Exercise objective
Where a line of the records holds the string "strokeStyle", copy that line.

::: Working data

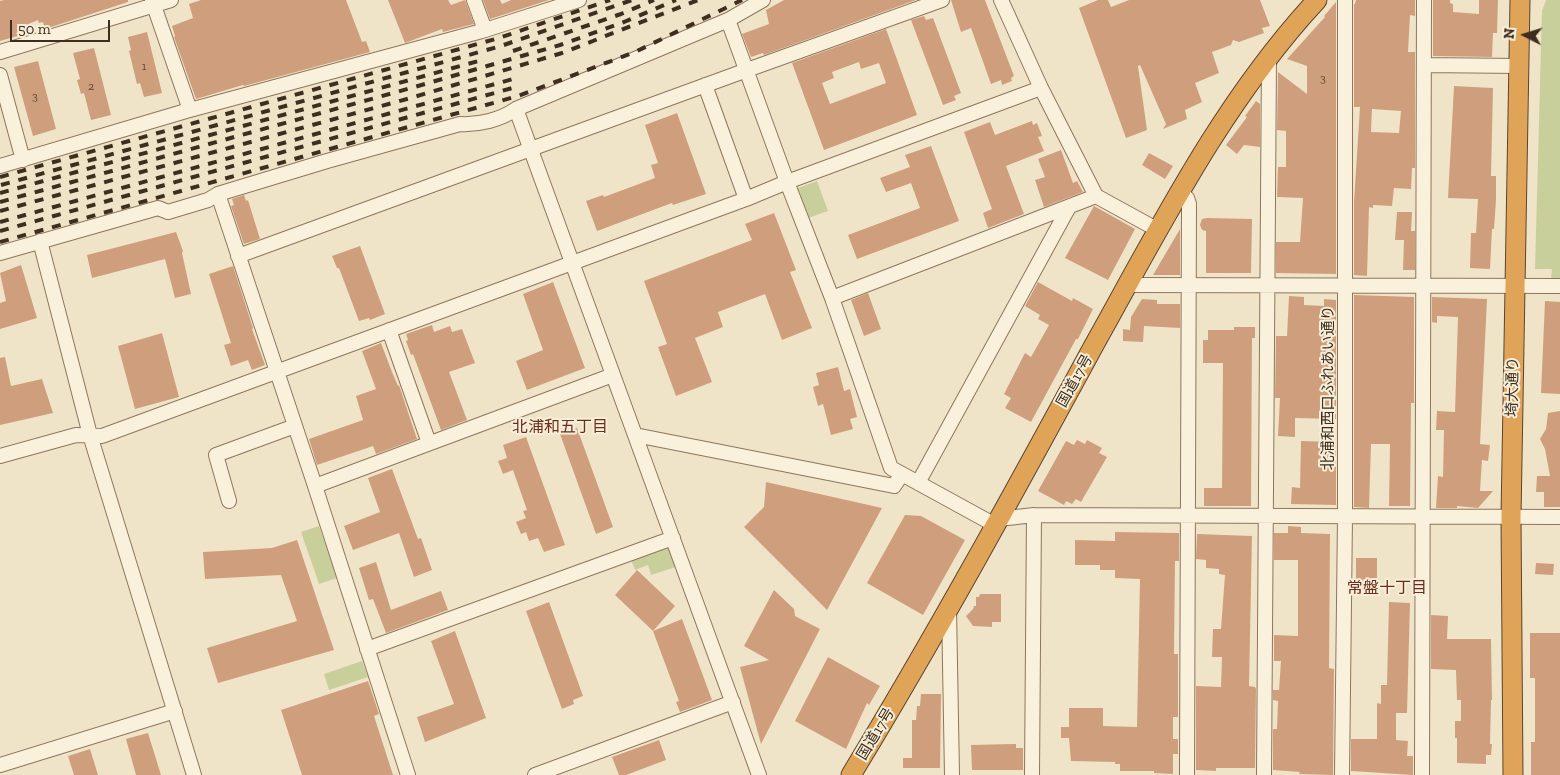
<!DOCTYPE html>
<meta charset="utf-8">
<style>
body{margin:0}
#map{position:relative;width:1560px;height:775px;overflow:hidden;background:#f0e4c8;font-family:"Zilla Slab",serif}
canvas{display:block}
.north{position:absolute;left:1500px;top:10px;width:50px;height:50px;-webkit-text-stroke:4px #f7eed8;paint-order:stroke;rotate:275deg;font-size:14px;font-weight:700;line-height:20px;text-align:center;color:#3d2e20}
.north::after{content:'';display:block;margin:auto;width:18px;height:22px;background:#3d2e20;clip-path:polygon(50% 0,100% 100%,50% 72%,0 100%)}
.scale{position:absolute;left:10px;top:20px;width:100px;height:22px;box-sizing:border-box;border:2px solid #3d2e20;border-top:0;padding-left:6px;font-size:15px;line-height:18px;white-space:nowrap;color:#3d2e20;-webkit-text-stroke:4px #f7eed8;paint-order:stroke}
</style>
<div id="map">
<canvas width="1560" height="775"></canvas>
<div class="north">N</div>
<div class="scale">50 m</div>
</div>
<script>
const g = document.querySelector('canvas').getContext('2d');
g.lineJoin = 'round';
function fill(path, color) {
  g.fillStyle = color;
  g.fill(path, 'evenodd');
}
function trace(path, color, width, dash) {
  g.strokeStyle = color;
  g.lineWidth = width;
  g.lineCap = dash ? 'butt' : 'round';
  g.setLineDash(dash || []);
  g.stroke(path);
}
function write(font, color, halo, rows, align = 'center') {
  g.font = font + ' "Zilla Slab","Noto Sans JP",serif';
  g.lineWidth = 4;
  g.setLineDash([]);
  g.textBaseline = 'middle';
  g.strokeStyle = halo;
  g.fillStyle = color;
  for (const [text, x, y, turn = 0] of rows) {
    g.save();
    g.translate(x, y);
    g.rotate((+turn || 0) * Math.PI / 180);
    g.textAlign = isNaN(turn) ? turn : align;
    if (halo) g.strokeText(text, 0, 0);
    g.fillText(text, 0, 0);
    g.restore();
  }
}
fill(new Path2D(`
 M1546,0H1560V279H1551L1552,269H1535L1542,11Z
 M817,181L828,211L808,218L798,188Z
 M319,526L337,578L319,584L301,532Z
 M665,546L671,549L676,567L651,575L648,565L635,570L631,560Z
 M362,661L368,677L329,690L324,674Z`), '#c9cf9b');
fill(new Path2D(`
 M4,0H128V2L45,29L43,22L39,23L38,20L19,28L21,35L0,41V1Z
 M201,0H346L362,42L366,41L370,52L244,86L243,85L196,99L174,37L175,36L172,26L193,18L189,4Z
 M388,0H448L451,5L465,0L474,24L443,32L442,29L405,43Z
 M483,0H500L502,4L511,0H549L490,19Z
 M784,0H916L764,55L763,53L751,57L742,34L769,24L766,10Z
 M951,0H985L1014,76L1011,78L1012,81L1002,85L1001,80L991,84L971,28L961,32Z
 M1098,0H1108L1111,7L1129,0H1260L1270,26L1262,28L1264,33L1239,42L1233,40L1231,45L1212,52L1219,73L1195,83L1202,102L1185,110L1187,119L1163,129L1166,124L1140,65L1138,66L1147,130L1126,138L1079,8Z
 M1356,0H1415V16L1410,15L1408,52H1415V168H1412L1411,189L1394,188L1392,206L1373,205V208L1369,207L1367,276L1354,275V202L1360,107H1354V4H1355ZM1372,109L1401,111L1399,133L1371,132Z
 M1433,0H1450V3L1453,4V12L1479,14V0H1498L1497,33H1493L1492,57L1433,56Z
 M1336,2V274L1276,273V242H1300L1303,198L1277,197L1278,167H1286V131L1277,130L1278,72L1307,94V66L1287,59L1325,17L1324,16Z
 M924,16L926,20L933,18L961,93L954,96L956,100L943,105L911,20Z
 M886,29L917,115L824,150L792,63ZM859,62L861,69L879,63L886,83L830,104L822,83L834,78L832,72Z
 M147,32L162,93L144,97L140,83L137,84L129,51L131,50L128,37Z
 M94,48L111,115L91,120L84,93L81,94L77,80L80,79L73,53Z
 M38,61L56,129L33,136L14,67Z
 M1454,86L1493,88L1491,176H1496V200L1494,229H1492L1490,269L1470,268L1471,233H1476L1478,199L1448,198Z
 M1256,101L1260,104V147L1244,145L1237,154L1226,145L1247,117L1245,116Z
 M677,113L706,194L673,205L672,203L597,231L586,201L603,195L604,197L655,178L651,165L658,163L645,125Z
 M1032,121L1033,125L1037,123L1042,136L1038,137L1044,151L1006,166L1024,214L988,228L983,213L992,209L964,132L990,122L995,135Z
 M931,146L959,221L857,259L848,235L920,208L911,183L886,192L880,178L910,167L905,155Z
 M1061,150L1073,183L1077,181L1083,192L1044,207L1035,180L1045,177L1038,159Z
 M1149,153L1173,166L1165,179L1142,165Z
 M244,195L246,201L248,200L260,239L244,244L231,206L234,205L232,199Z
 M1094,206L1135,229L1108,280L1065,258Z
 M1397,212H1412L1411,231H1415V270H1403L1404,240H1395Z
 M774,213L796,270L790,272L812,328L782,340L765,294L718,312L723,327L695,338L712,382L676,396L658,347L667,344L644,281L752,240L745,224Z
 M1207,218L1252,219L1251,273H1206V231L1202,230L1200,225L1202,219Z
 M1180,229V275H1153Z
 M176,232L183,251L182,253L191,294L175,298L165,259L92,278L87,255Z
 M360,246L385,314L370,320L369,318L359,321L339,268H337L332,256Z
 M21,265L37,318L0,329V303L6,301L0,273Z
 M233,266L253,328L252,329L265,365L252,370L248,360L231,366L224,345L231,343L209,274Z
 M553,282L585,368L527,390L516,361L543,350L523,294Z
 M1038,282L1072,301L1073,298L1093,309L1078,339H1076L1031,422L1005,408L1011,398L1004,394L1025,353L1031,357L1049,325L1038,319L1040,315L1025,306Z
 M868,293L881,329L864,336L851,300Z
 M1354,295L1414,297V403H1411L1410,506H1389L1390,444H1371L1369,508L1354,507Z
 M1289,296L1304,297V305L1324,306V299L1336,300V419L1295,418V437L1278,436L1280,398H1275L1276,336H1287Z
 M1432,297L1487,299L1480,444L1490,445L1488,461L1482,460L1480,491H1493L1478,508L1457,506V508H1436L1438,476L1443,477L1444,430H1436L1437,411L1455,412L1458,317L1437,316V323L1432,322Z
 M1142,299L1157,300V304H1180V328L1144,326L1143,342L1123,341V329L1130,330L1131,317Z
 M1545,301L1560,302V394L1541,393Z
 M432,325L434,332L450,326L452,332L462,329L475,363L449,372L467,420L441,430L413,354L411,355L406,341L408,340L406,334Z
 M1234,327H1255V338H1252L1251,506H1204V488H1222L1223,363H1203V340H1208V330H1234Z
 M162,333L179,397L135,409L118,346Z
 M381,343L392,372L398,386L399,385L417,439L376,454L373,446L317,465L309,439L363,420L356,396L376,389L362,351Z
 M5,357L11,386L42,379L53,413L0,425V358Z
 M838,367L844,391L850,389L857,417L850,419L853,429L831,435L823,404L818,406L813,387L819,385L816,373Z
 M1560,411V507H1544V492H1536L1537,476H1550L1545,449L1540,439L1546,429L1548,413Z
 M577,428L613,527L596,534L560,434Z
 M526,437L565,545L544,552L538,538L529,541L526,532L521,534L516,522L526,518L523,511L527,510L513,470L503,474L498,461L507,458L503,445Z
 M1077,440L1085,444L1087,440L1102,448L1099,453L1107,457L1081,502L1076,499L1072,504L1066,501L1064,505L1038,491L1066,441L1074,445Z
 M1301,441L1336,442V505L1291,504L1292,487L1300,488Z
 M392,469L418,539L421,538L432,570L414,577L399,533L353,550L344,526L380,512L368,478Z
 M766,482L882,508L827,610L744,527L764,507Z
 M905,515L921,516L965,540L923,615L867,583Z
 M1288,526L1301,527V533L1330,534L1329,668L1334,669L1333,775L1299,774L1300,772L1273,770V729H1277L1278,701L1273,700V690H1279L1281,661H1274V635L1298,636V560H1274V533H1288Z
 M1115,532L1179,533V561H1175L1174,654H1178V717H1173V739H1178V754H1173V774L1154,773V771H1120V764H1115V762L1071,761L1069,738H1061V727H1069V708H1103V726L1137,727L1140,579L1115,578V570H1100V565H1075V540L1115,541Z
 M1197,534L1252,536L1249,686L1255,687L1256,689L1255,768H1216V771L1196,770V686L1221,687L1222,657H1212L1213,629H1221L1225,575L1219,574V569L1206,568V560L1196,559Z
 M297,540L334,650L218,683L207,648L297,621L281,575L205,579L203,552L272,548Z
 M1356,558H1377V589H1356Z
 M376,562L391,610L441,591L448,610L386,633L373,599L369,600L359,568Z
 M1536,563L1554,564L1553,575L1535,574Z
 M637,570L675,606L653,631L615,595Z
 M774,590L794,609L795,616L820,629L761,744L740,667L769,660L744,646Z
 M980,594H1001V622H992V627L973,626L966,616L973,609L974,606H976V597H979Z
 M549,602L583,696L573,700L574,704L562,709L526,611Z
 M1389,602L1410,603L1407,713H1396V740L1408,741L1407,756H1413V775L1351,771V739H1377V703L1381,704V685H1387Z
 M1431,615L1448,616L1447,639H1491L1492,700H1491L1490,744H1492L1491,755H1486V764L1457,763V738H1455V721H1461V700H1457L1456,670L1431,669Z
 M682,619L712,700L680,712L676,702L679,701L653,631Z
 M455,631L486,718L425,742L417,717L454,704L431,641Z
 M1530,633H1560V775H1531V742H1535V678H1530Z
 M828,657L880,686L869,705L867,703L846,749L795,721Z
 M368,681L379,714L374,716L393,775H302L281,710Z
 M921,694H941L940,768H903V758H912V720H916L917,706H920Z
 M148,733L161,775H136L126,739Z
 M659,740L666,760L626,775H619L612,757Z
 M1013,744H1016V748H1023V770H972L971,745Z
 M90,749L98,775H74L68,756Z`), '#cf9f7d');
const minor = new Path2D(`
 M152,0L190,110
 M474,0L485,30
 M1001,0L1041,88L1096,196L1158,230
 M728,20L787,182L832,298L891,468L995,525
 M0,52L171,0
 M1424,65L1519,66
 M0,75L23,160
 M705,85L746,199
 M516,109L759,775
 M0,166L186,111L482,31L579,0
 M1180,193L1187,198L1189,204L1187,775
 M218,194L315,486L408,775
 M40,241L90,435L194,775
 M0,253L158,208L168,212L208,200L218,194L327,161L460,124C479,125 500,120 516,109L728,20L763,0
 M238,256L747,70L942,0
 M1128,285L1560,286
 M832,298L1096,196
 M389,330L429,443
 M635,435L894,486L902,474
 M0,456L76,435L102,436L746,199L787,182L1041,88
 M918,483L1069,207
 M315,486L613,375
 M229,501L216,455L295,426
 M999,519L1034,515L1560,517
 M949,608L952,775
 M367,649L673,538
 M0,765L175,711
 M535,775L733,702
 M1032,775L1034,515
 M1264,775L1269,56
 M1342,775L1345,516V0
 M1422,775L1424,0`);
const highway = new Path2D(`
 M851,775C936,635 1015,491 1093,347C1160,227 1223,101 1317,0
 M1513,775L1511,517L1520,0`);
trace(minor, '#8d765c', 16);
trace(highway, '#5b4430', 21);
trace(minor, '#faf1dc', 14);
trace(highway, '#e0a458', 19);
trace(new Path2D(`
 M513,51L621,14L654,0
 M0,177L499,38L610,0
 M1,185L501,46L632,0
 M0,193L482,60
 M0,202L411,88L560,45L624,22L676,0
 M0,211L414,97L562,53L698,0
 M0,222L513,79
 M0,231L516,87
 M0,242L518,96L635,52L742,0`), '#3d2e20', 4, [9, 9]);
write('12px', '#624a37', null, [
 ["1",144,67],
 ["3",1323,79],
 ["2",91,87],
 ["3",35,97]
]);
write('15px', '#3d2e20', '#f7eed8', [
 ["国道17号",1075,381,-61],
 ["埼大通り",1513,387,-89],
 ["北浦和西口ふれあい通り",1329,388,-90],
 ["国道17号",876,734,-59]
]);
write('16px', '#6b2e1e', '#f7eed8', [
 ["北浦和五丁目",560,427],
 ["常盤十丁目",1387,588]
]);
</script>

::::::

Solved exercise
  g.strokeStyle = color;
  g.strokeStyle = halo;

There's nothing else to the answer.